En retour de ces efforts, nos fournisseurs ont la possibilité de faire plus de chiffre d’affaires avec nous parce que leur activité potentielle avec toutes les entités du groupe est précisément fléchée. La coordination apporte d’ailleurs la capacité à impliquer des responsables de haut niveau de part et d’autre. Nous apportons aussi de la visibilité en interne en permettant aux entités d’avoir une vision transverse de la consolidation de nos actions et de ce qu’elles rapportent.
Pour apporter de la performance durable, nous travaillons à définir des stratégies commerciales qui génèrent de la performance et de la fluidité dans nos achats. Nous travaillons par exemple sur des contrats tripartites avec les fabricants et les distributeurs de pneumatiques pour gagner plus de performance à trois.
Pouvez-vous citer un exemple de mutualisation achats réussie ?
Nous achetons pour 60 millions d’euros de tickets restaurant multi-fournisseurs avec des fonctionnement différents selon les accords RH des entités, un cadre réglementaire important. Nous avons lancé un appel d’offres sur ce segment attribué à un seul prestataire, Edenred. En trois ans, nous avons gagné 10 %.
Nous investissons aujourd’hui beaucoup d’énergie sur l’élaboration d’un data hub pour évaluer nos possibilités de mutualisation et une démarche IA achat
Vous pointez la difficulté de consolider des informations au niveau du groupe. Travaillez-vous à l’harmonisation de vos données de dépenses ?
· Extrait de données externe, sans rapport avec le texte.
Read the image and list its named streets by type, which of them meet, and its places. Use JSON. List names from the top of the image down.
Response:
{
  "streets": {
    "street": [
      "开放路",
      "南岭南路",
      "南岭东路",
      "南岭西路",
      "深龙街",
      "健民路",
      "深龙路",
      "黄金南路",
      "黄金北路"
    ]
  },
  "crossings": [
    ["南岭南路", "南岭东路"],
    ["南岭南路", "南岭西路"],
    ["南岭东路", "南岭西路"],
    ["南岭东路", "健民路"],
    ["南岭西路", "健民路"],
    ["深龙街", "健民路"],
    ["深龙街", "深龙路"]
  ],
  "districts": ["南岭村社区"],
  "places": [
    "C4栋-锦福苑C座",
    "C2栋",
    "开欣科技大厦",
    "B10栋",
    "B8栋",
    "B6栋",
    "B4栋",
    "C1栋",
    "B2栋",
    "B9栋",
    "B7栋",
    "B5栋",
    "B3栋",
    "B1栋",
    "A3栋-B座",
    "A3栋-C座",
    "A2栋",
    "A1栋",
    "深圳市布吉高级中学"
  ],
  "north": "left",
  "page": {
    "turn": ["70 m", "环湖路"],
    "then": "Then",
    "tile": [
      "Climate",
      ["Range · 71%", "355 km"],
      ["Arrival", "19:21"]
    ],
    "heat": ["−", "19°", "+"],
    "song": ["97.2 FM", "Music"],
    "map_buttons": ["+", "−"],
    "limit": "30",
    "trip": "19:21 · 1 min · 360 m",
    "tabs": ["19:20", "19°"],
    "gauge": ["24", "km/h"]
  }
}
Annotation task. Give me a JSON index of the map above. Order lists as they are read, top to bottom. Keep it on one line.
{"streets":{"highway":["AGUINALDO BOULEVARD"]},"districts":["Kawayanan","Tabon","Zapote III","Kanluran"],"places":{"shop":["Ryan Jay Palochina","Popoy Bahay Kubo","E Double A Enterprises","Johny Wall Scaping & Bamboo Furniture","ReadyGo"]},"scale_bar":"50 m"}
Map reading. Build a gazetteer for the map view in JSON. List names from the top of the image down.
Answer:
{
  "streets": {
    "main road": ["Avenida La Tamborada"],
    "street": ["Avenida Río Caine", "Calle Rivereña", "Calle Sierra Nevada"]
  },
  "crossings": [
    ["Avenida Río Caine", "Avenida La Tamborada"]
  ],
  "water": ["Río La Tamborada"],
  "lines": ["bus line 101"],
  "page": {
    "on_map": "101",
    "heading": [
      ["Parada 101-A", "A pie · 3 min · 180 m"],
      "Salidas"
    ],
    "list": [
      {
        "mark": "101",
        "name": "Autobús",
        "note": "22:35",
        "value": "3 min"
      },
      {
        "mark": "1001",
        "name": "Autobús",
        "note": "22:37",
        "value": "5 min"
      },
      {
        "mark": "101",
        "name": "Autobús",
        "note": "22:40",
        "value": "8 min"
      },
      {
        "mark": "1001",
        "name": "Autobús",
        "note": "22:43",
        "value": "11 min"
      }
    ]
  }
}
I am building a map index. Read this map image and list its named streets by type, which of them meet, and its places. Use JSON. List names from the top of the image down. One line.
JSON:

Nous investissons aujourd’hui beaucoup d’énergie sur l’élaboration d’un data hub pour évaluer nos possibilités de mutualisation et une démarche IA achat. Marie-Luce Godinot, qui porte cette démarche de coordination, gérant aussi tous grands contrats IT du groupe, elle insuffle une dynamique d’harmonisation des données achats.
Dans la mesure où la coordination achats permet de déployer des best practices entre les différentes entités du groupe, nous poussons L’IA pour faciliter le travail des acheteurs et créer de la performance complémentaire.